Listen to Kate Rusby's records and her brand of folk revivalism suggests a rather serious and high-minded young woman. Yet in concert she's a revelation, interspersing sublime versions of traditional folk ballads with rambling but engaging introductions full of homely Yorkshire warmth and wit. Rusby makes folk music seem like fun again, and the feeling never flags throughout this 90-minute set.

The Mendoza Line – Fortune

If 2002's wonderful Lost In Revelry was Blonde On Blonde rescrambled by Westerberg and barbed by Costello, the more buoyant Fortune thrashes to the classic American assembly-line rock of Springsteen and the choppy pop of early Nick Lowe/Joe Jackson.

This Month In Soundtracks

The mighty Nyman's 60th birthday has been marked by six remastered re-releases. One, Decay Music, was produced by Brian Eno in 1976 and has never been available on CD before. Eno's written sleevenotes. It was one of the first significant contributions to 'minimalism', a word which Nyman, writing in The Spectator in the late '60s, was the first to apply to music.
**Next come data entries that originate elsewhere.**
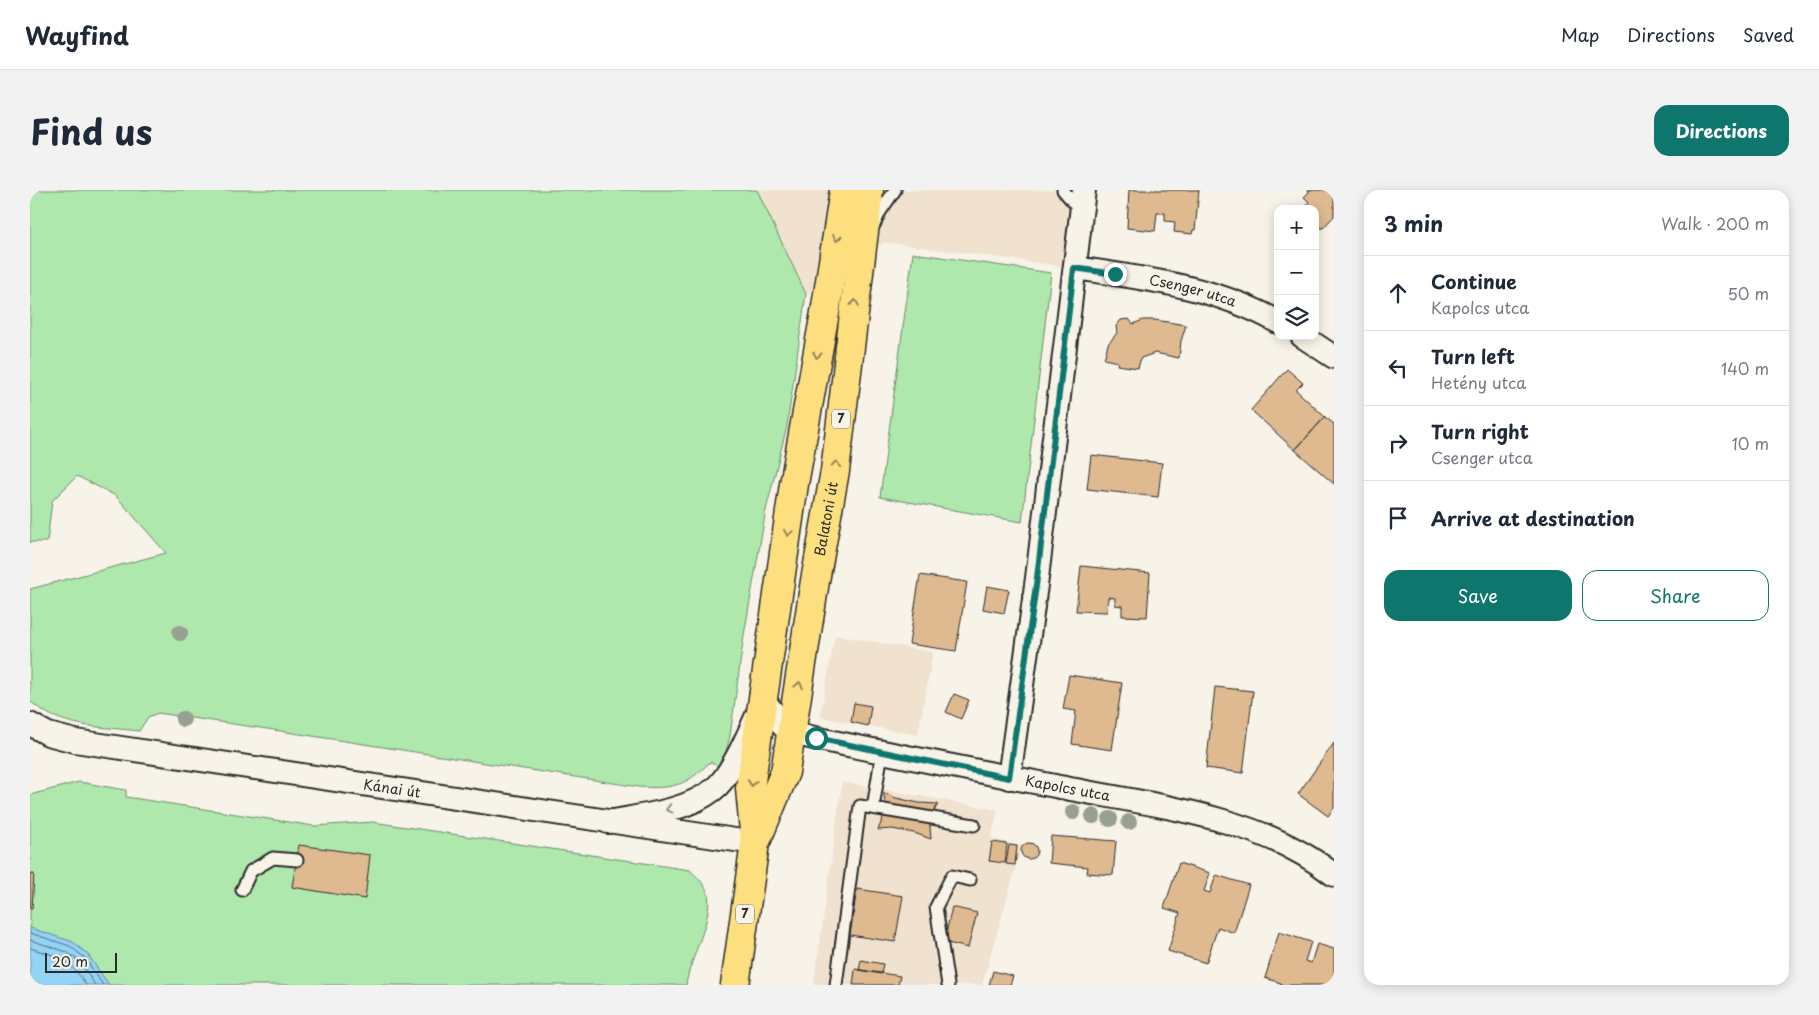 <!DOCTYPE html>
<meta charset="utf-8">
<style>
:root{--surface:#fff;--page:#f2f2f3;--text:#1f2937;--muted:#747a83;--line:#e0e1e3;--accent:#0f766e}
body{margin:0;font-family:"Playpen Sans",sans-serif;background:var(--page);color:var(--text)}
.controls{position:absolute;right:15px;top:15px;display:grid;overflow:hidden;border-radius:10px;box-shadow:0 2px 12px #0003}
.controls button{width:45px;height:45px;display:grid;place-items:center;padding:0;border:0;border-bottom:1px solid var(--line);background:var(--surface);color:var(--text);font:25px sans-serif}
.scale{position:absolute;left:15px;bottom:12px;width:72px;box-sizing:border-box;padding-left:5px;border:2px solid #2b2b2b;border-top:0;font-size:14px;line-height:18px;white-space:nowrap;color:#2b2b2b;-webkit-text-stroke:4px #f7f3e8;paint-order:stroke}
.stop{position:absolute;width:15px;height:15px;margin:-11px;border:4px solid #0f766e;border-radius:50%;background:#fff}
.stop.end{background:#0f766e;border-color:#fff;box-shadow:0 1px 5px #0008}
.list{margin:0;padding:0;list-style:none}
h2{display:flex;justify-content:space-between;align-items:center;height:65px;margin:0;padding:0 20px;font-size:21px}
h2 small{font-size:16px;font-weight:400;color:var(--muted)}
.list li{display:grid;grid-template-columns:32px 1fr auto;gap:15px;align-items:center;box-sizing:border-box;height:75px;padding:0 20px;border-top:1px solid var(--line)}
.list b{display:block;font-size:19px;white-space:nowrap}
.list p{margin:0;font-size:16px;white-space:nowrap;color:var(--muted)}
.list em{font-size:16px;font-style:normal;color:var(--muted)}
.actions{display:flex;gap:10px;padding:15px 20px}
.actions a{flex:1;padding:11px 0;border:1px solid var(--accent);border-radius:15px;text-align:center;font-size:18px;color:var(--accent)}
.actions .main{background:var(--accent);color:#fff}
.icon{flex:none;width:28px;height:28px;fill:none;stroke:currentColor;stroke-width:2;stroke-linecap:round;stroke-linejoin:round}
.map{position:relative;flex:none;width:1304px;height:795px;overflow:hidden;border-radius:15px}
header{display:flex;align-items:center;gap:30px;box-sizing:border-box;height:70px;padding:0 25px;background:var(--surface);border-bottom:1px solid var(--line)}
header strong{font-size:24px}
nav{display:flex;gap:28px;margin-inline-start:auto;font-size:18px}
.intro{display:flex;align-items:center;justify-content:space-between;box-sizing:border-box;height:120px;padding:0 30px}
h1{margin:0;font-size:35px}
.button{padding:12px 22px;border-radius:15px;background:var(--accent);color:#fff;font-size:18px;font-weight:700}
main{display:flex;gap:30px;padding:0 30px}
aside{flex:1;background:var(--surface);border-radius:15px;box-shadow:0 2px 12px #0003}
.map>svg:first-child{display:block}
.built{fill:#f0e2ce}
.green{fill:#aee8ad;stroke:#6c8a6c}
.water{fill:#93d3f5;stroke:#6990a4}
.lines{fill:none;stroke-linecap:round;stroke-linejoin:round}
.shore{stroke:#556e7c;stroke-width:1}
.building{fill:#dfb990;stroke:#2b2b2b}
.lane-casing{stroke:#2b2b2b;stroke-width:15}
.street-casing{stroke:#2b2b2b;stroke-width:26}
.primary-casing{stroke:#2b2b2b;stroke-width:31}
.lane{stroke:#f7f3e8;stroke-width:11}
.street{stroke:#f7f3e8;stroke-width:22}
.primary{stroke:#fedf80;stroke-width:28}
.tree{fill:#999f92}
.oneway{stroke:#948556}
.oneway2{stroke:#918f8a}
.route{stroke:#0f766e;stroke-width:6}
.labels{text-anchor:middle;stroke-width:4;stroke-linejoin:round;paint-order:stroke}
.shield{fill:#f7f3e8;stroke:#686764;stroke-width:1}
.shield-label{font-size:12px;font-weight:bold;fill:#2b2b2b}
.street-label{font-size:14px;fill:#2b2b2b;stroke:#f7f3e8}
</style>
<header>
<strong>Wayfind</strong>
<nav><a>Map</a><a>Directions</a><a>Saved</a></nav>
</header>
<div class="intro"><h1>Find us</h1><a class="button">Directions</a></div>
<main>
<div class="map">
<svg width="1304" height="795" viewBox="0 0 1304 795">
<rect width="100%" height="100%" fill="#f7f3e8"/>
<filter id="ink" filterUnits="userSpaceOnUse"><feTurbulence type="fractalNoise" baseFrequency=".02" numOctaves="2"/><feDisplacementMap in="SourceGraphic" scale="10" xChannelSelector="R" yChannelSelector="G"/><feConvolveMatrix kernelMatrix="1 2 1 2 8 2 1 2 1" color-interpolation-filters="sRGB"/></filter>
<g filter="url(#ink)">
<!-- built -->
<path class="built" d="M727,0H1054L1045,78L854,52L776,104Z
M805,445L903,462L888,545L790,527Z
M812,592L968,620L961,649L992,656L952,795H784Z"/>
<!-- green -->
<path class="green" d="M0,0H727L776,104L757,236L736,320L714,445L700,546L695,565L690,577L680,572C656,596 643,599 609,597L244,540L128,523L118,527L109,541C70,536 31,539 0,511V399L136,363L86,306L47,286L22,311L17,352H0Z
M883,63L1021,83L992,332L850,307Z
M49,592L96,600V607L284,636L343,632L660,680C666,686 673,692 677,701C686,724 659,770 656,795H79L58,765L43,752L0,738V605Z"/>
<!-- water -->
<path class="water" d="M0,738L43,752L58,765L79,795H0Z"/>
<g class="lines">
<!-- shore -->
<path class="shore" d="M0,743L40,756L55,768L73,795
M0,750L37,762L50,772L65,795
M0,758C32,768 37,766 56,795"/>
</g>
<!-- building -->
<path class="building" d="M1099,0H1169L1165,40H1163L1162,44L1144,42L1145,32L1135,31V23H1127L1125,41L1097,38Z
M1278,0H1304V26L1293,38H1285V19H1273L1279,12L1274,7L1279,2Z
M1099,129L1103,134L1113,130H1125L1156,135L1151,151L1149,168L1125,163L1111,168L1108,178L1087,175L1088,172L1074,169L1078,154L1087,143L1086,136L1091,130Z
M1257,179L1273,193L1266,200L1295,227L1265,260L1221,220Z
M1295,227L1304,234V294L1265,260Z
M1061,265L1132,273L1128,307L1057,299Z
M1051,376L1120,383L1117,427L1092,426V416L1085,415V408L1078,407L1077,422L1046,421Z
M890,385L937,392L926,461L879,454Z
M957,396L979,400L974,423L953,419Z
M1039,485L1092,493L1082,560L1042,554L1046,521L1033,519Z
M1185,497L1223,501L1213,583L1176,578Z
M924,504L939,510L931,529L916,522Z
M824,513L841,516L838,536L821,532Z
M1304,553V618L1298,626L1268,604Z
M854,603L866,608L889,613L908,614L902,625L900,637L901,649L884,643L862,639L848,640L853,628L855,616Z
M1021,646L1086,651L1083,685L1057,683L1058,677L1019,673Z
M962,652L977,654L975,673L959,671Z
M991 661a8 8 0 1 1 16 0a8 8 0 1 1-16 0Z
M269,655L340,665L335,709L262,697Z
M979,655L987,656L985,675L976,674Z
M1149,673L1180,683L1174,701L1180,703L1186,685L1219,695L1204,743L1188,737L1176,773L1138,761L1150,723L1134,718Z
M0,684H4L2,719H0Z
M827,699L873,706L865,752L820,745Z
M922,717L947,723L938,758L914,752Z
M1249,742L1281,752L1275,771L1281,773L1287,754L1304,759V795H1250L1251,793L1235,788Z
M831,770L853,774L851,784L829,780Z
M825,779L870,786L868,795H823Z
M963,781L983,786L980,795H959Z"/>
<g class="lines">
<defs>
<path id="lane" d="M1033,0L1051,21
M844,35L850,22L865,0
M843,618L852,562
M212,700L221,681L243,668L267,670
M806,795L830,616L944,635
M918,795L906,717L922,686L940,690"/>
<g id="street">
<path id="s1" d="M1045,78C1113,88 1187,97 1248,132"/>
<path d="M1272,146L1304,167"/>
<path id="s2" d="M0,534L18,544L45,551L725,653"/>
<path d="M979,588L1007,388L1054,0"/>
<path id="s3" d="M578,632C613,625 654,622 683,600C703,585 723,533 734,510L753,536L761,543C849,562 937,579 1025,596C1119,615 1227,624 1304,685"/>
</g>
<g id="primary">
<path id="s4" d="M727,649L755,582L785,391L805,281L839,0"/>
<path d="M705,795L725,653L720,598L764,294L796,117L814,0"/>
</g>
</defs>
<!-- lane casing -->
<use href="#lane" class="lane-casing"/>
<!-- street casing -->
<use href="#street" class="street-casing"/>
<!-- primary casing -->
<use href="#primary" class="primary-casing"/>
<!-- lane -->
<use href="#lane" class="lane"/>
<!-- street -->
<use href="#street" class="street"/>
<!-- primary -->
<use href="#primary" class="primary"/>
</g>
<!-- trees -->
<g class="tree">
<circle cx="150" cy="443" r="8"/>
<circle cx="153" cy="529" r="8"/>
<circle cx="1043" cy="622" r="8"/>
<circle cx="1063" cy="626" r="8"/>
<circle cx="1080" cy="629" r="8"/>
<circle cx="1099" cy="632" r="8"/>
</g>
<!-- one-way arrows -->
<defs><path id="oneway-chevron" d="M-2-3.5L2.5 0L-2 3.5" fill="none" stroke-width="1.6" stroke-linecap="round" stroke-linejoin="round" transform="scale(1.25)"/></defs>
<g class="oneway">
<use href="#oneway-chevron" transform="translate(807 48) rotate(99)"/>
<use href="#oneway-chevron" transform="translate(825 113) rotate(-83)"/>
<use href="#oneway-chevron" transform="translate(787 165) rotate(100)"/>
<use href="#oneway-chevron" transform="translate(806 274) rotate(-83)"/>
<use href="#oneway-chevron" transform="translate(758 343) rotate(98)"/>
<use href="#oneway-chevron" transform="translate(769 495) rotate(-81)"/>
<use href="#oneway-chevron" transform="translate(722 593) rotate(95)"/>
</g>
<use class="oneway2" href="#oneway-chevron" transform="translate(639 619) rotate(165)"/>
</g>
<g class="lines" filter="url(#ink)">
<!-- route -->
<path class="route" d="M786,548L979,588L1007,388L1044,78L1085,84"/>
</g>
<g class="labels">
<!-- shield labels -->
<g class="shield">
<rect x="802" y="219.5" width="18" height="19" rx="4"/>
<rect x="706" y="714.5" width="18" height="19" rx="4"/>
</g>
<g class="shield-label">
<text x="811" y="233">7</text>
<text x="715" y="728">7</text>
</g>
<!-- street labels -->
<g class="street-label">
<text dy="5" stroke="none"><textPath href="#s1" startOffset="120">Csenger utca</textPath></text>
<text dy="5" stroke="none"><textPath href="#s4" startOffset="329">Balatoni út</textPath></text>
<text dy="5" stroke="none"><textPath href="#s2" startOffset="369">Kánai út</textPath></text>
<text dy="5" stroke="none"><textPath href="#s3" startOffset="540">Kapolcs utca</textPath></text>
</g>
</g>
</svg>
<div class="controls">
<button>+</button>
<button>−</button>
<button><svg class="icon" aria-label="layers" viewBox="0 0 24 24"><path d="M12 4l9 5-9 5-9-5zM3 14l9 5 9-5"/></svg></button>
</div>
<div class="scale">20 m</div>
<div class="stop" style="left:786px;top:548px"></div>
<div class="stop end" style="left:1085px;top:84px"></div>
</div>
<aside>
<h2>3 min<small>Walk · 200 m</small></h2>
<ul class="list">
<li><svg class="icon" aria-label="ahead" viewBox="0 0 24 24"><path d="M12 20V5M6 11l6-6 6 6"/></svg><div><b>Continue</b><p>Kapolcs utca</p></div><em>50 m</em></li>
<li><svg class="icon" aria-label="left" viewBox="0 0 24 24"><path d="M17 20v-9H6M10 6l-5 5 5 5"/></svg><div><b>Turn left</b><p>Hetény utca</p></div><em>140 m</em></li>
<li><svg class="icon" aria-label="right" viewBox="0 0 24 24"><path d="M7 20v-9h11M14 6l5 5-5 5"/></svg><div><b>Turn right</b><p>Csenger utca</p></div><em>10 m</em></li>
<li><svg class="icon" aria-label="arrive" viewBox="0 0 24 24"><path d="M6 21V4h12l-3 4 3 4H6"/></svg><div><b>Arrive at destination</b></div></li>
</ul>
<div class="actions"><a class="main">Save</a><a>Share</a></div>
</aside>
</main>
After mastering this means of expression, Nyman decided: "I don't believe that the best film scores are the ones you don't notice. I refuse to provide just background.

Bill Fay – From The Bottom Of An Old Grandfather Clock

Demos for Fay's eponymous 1970 Decca LP and rarely-heard late-'60s outtakes

Brian Auger – Get Auger-Nized! The Brian Auger Anthology

London muso's rise from mod-bod to jazz-head across two CDs

Fatal Distraction

The director of Get Carter gets back with the British mobsters

Dark Star: Special Edition

Written as a student project with future Alien writer Dan O'Bannon, John Carpenter's ingenious no-budget directorial debut, named after a Grateful Dead song was the first stoner sci-fi pic. On a scuzzy spaceship far away, four furry freak surf dude astronauts are bored out of their skulls on a long-haul mission to destroy unstable planets, and plagued by troubles when their talking bomb gets ideas of its own and the alien "pet" O'Bannon has smuggled aboard escapes. Sideswipes at Kubrick's 2001 are entirely intentional; the attack of the munchies the movie brings on pure coincidence.

Dr Mabuse: The Gambler

Fritz Lang's seminal 1922 thriller unleashed cinema's first modern criminal, Mabuse, a shadowy underworld figure with a thousand faces. Combining technological genius with an almost occult ability to terrify, Lang's Mabuse is a sinister, manipulative mastermind. The 1933 sequel, The Testament Of Dr Mabuse, is even better, with Mabuse as a demonic Hitler figure. Everything from Bond to Blue Velvet starts here.

The Postman Always Rings Twice

In its 1946, Hays Code day, this adaptation of James M Cain's novel was provocative and erotic, although it was later out-raunched by the '81 Jack'n'Jessica version. This drips with textbook noir, and echoes Double Indemnity in both story and style. Femme fatale prototype Lana Turner tempts John Garfield to off her husband, but their comeuppance is inevitable. "He had to have her love—if he hung for it!"